[Material provided Boundary: Start]

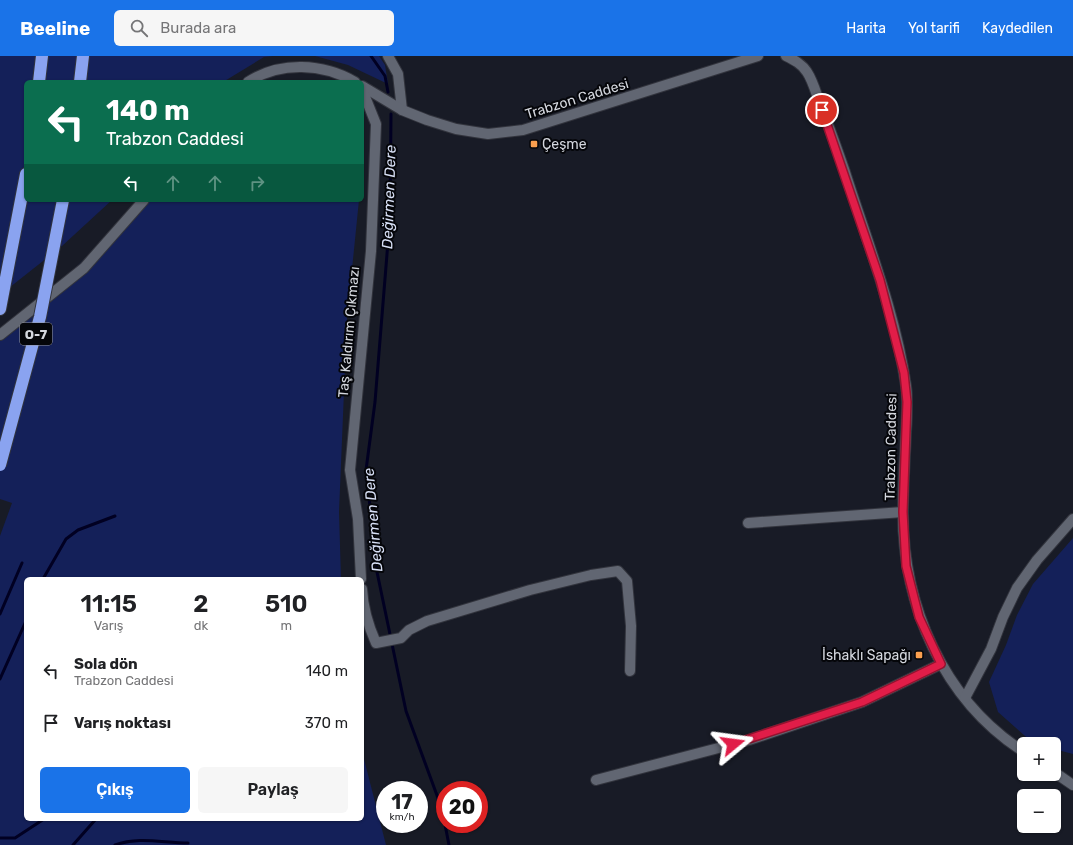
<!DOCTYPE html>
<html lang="tr">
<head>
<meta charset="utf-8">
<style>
  body { margin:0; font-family:Rubik,sans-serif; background:#f6f6f6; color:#202124; height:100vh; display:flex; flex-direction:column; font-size:15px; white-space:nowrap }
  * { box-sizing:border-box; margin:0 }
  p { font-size:13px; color:#757577 }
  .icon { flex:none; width:22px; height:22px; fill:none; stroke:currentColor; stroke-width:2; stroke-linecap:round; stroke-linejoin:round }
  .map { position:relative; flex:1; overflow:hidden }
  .panel { position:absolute; left:24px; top:521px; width:340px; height:244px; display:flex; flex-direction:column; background:#fff; border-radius:6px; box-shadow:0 1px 3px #0004 }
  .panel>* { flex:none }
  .banner { position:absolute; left:24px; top:24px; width:340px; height:122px; border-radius:6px; box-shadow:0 1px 3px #0004; background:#0b6e4f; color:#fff; overflow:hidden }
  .controls { position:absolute; left:1017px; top:681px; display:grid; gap:8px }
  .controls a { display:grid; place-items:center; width:44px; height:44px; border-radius:6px; background:#fff; box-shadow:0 1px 3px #0004; font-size:20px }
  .speed { position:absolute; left:376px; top:725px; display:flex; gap:8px; font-size:20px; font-weight:700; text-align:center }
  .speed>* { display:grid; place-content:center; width:52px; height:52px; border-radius:50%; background:#fff; box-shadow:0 1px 3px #0004; line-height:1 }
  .speed small { font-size:10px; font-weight:400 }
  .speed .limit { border:6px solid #d22; background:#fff; color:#111 }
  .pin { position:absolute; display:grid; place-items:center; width:34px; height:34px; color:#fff; margin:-17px; border:2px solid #fff; border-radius:50%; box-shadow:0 1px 4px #0007 }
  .me { position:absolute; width:44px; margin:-22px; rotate:74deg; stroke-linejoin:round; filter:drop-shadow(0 0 3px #0008) }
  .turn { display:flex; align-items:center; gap:14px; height:84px; padding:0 16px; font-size:18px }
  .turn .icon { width:52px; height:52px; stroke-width:2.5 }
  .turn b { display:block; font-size:28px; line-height:34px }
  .lanes { display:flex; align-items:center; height:38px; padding:0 16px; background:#0003; justify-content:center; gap:20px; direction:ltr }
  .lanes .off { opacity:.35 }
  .eta { display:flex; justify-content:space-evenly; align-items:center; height:68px; text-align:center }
  .eta b { font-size:24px; font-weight:600; line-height:28px }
  .cta { display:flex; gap:8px; margin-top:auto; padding:8px 16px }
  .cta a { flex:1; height:46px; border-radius:6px; background:#1a73e8; color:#fff; font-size:16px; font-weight:600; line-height:46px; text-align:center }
  .cta a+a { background:#f6f6f6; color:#202124 }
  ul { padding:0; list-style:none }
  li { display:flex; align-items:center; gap:12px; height:52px; padding:0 16px }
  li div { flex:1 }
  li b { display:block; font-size:15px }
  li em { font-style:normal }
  header { display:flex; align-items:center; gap:24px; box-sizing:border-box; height:56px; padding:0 20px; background:#1a73e8; color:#fff }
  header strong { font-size:19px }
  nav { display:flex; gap:22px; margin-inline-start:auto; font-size:14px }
  .search { width:280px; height:36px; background:#f6f6f6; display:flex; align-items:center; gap:10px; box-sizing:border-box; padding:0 14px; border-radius:6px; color:#757577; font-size:15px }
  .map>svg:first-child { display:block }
  .green { fill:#142059 }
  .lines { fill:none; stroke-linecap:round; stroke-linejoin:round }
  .stream { stroke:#010022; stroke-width:3 }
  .minor-casing { stroke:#32343d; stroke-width:12 }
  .highway-casing { stroke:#32343d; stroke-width:14 }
  .minor { stroke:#616672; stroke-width:10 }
  .highway { stroke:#8aa3f0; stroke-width:12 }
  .highway-bridge-casing { stroke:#32343d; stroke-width:14; stroke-linecap:butt }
  .highway-bridge { stroke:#8aa3f0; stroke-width:12 }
  .route-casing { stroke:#92132f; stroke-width:10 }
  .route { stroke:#e11d48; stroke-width:7 }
  .poi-dot { fill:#fa9f4f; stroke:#05060a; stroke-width:1.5 }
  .labels { text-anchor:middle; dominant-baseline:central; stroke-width:4; stroke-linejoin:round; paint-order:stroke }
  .shield { fill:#05060a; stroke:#96989e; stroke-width:1 }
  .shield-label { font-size:13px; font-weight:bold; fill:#d4d7de }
  .street-label { font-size:14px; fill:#d4d7de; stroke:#05060a }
  .poi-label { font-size:14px; fill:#d4d7de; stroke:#05060a; text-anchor:start }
  .water-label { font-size:15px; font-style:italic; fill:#d7dff5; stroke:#05060a }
</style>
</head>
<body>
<header>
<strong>Beeline</strong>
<div class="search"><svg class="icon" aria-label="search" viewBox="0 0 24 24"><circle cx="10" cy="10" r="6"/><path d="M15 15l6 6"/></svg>Burada ara</div>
<nav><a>Harita</a><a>Yol tarifi</a><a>Kaydedilen</a></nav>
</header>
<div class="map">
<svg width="1073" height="789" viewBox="0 0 1073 789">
  <rect width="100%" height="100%" fill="#181b26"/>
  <!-- green -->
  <g class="green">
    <polygon points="0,0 273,0 264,1 223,26 26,26 26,144 112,144 62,190 0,239"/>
    <polygon points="315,0 379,0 385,9 388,28 348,9"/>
    <polygon points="140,144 359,144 347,263 339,456 341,523 26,523 26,763 362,763 362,680 364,703 386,789 0,789 0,480 12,447 0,443 0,275 35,251 102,186"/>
    <polygon points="1073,482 1073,698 1054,693 1054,688 1034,688 998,656 989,626 1006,589 1017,559 1033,528"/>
  </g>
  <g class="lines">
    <!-- stream -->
    <g class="stream">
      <polyline points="371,0 385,20 388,36"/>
      <polyline points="391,58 390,161 375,346 366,414 377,516 406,655 442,753 449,789"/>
      <polyline points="43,523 66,483 78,474 115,460"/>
      <polyline points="0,558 22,507"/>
      <polyline points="0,623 26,565"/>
      <polyline points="0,782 15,782 44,763"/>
      <polyline points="73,789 96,763"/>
      <path d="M115,789C139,780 163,787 188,787"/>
    </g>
    <defs>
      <g id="minor">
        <polyline points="388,0 398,18 402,54"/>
        <path d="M786,0C794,4 802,8 807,16C813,25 816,37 820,48C829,70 837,93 845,116C867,185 896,259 906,330C908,345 907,361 906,376C905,403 903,430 903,457C903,550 943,644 1024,696"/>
        <path d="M248,26C280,5 323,7 355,26"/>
        <polyline points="362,30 402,54 427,64 456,73 488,78 523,74 758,0"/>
        <polyline points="0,279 84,212 144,144"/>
        <polyline points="748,467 903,456"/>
        <polyline points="361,523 358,463 350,414 371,195 376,68 362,33"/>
        <path d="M362,533C363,552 368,569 376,587L401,582L409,574L427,565L530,534L591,519L618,515L627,525L631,570L630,615"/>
        <polyline points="965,642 991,593 1003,561 1017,532 1037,504 1073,463"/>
        <polyline points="1054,716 1073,729"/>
        <polyline points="596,724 749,684 862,646 941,608"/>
      </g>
      <g id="highway">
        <polyline points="39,26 42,0"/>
        <polyline points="80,26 83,0"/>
        <polyline points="0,253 26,118"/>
      </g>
    </defs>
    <!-- minor casing -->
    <use href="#minor" class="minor-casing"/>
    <!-- highway casing -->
    <use href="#highway" class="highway-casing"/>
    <!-- minor -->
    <use href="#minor" class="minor"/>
    <!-- highway -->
    <use href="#highway" class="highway"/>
    <defs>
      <polyline id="highway-bridge" points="0,409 40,261 63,144"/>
    </defs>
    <!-- highway-bridge casing -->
    <use href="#highway-bridge" class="highway-bridge-casing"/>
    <!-- highway-bridge -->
    <use href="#highway-bridge" class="highway-bridge"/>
  </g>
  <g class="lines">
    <defs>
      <polyline id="route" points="733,688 862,646 941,608 919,561 906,510 903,456 907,346 904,317 880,224 822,54"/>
    </defs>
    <!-- route casing -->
    <use href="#route" class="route-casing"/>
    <!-- route -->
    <use href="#route" class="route"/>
  </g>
  <!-- markers -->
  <g class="poi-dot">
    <rect x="530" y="84" width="8" height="8" rx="2"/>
    <rect x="915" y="595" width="8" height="8" rx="2"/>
  </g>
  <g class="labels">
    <!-- shield labels -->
    <rect class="shield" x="20" y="267" width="32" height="22" rx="3"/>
    <g class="shield-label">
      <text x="36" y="278">O-7</text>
    </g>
    <!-- street labels -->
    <g class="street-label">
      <text transform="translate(577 43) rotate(-17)">Trabzon Caddesi</text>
      <text transform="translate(349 276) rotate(-85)">Taş Kaldırım Çıkmazı</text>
      <text transform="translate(891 391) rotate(-89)">Trabzon Caddesi</text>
    </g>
    <!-- poi labels -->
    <g class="poi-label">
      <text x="542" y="88">Çeşme</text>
      <text x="911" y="599" text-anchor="end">İshaklı Sapağı</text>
    </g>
    <!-- water labels -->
    <g class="water-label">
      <text transform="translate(389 141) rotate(-88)">Değirmen Dere</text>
      <text transform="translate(373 464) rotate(-95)">Değirmen Dere</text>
    </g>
  </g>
</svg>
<div class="controls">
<a>+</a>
<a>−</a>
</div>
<div class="speed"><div>17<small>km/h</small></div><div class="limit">20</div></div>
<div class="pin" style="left:822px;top:54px;background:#d93025"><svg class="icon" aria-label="arrive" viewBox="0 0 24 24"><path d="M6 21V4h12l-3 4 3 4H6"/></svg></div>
<svg class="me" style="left:733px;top:688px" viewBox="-20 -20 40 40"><path d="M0-17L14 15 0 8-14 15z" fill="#e11d48" stroke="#fff" stroke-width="4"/></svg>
<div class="banner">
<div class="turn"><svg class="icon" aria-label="left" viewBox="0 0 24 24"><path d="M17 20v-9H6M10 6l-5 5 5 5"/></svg><div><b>140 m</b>Trabzon Caddesi</div></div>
<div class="lanes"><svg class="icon" aria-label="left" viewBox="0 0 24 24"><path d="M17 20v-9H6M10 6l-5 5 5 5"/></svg><svg class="icon off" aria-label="ahead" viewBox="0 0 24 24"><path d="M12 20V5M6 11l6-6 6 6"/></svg><svg class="icon off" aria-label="ahead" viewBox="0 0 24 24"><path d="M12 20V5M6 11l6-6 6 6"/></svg><svg class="icon off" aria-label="right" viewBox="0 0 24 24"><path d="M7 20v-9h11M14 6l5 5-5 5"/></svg></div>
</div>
<section class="panel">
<div class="eta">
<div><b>11:15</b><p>Varış</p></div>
<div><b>2</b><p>dk</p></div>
<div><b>510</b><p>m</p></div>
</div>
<ul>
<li><svg class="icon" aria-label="left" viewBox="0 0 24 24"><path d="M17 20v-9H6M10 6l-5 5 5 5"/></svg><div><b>Sola dön</b><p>Trabzon Caddesi</p></div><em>140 m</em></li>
<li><svg class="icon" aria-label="arrive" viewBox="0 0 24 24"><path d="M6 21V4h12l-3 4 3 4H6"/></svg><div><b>Varış noktası</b></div><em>370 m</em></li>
</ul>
<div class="cta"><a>Çıkış</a><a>Paylaş</a></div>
</section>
</div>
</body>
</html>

[Material provided Boundary: End]

- [Problem details]
Filter the material for the word "grid" and copy each matching line.

- [Response box]
  .controls { position:absolute; left:1017px; top:681px; display:grid; gap:8px }
  .controls a { display:grid; place-items:center; width:44px; height:44px; border-radius:6px; background:#fff; box-shadow:0 1px 3px #0004; font-size:20px }
  .speed>* { display:grid; place-content:center; width:52px; height:52px; border-radius:50%; background:#fff; box-shadow:0 1px 3px #0004; line-height:1 }
  .pin { position:absolute; display:grid; place-items:center; width:34px; height:34px; color:#fff; margin:-17px; border:2px solid #fff; border-radius:50%; box-shadow:0 1px 4px #0007 }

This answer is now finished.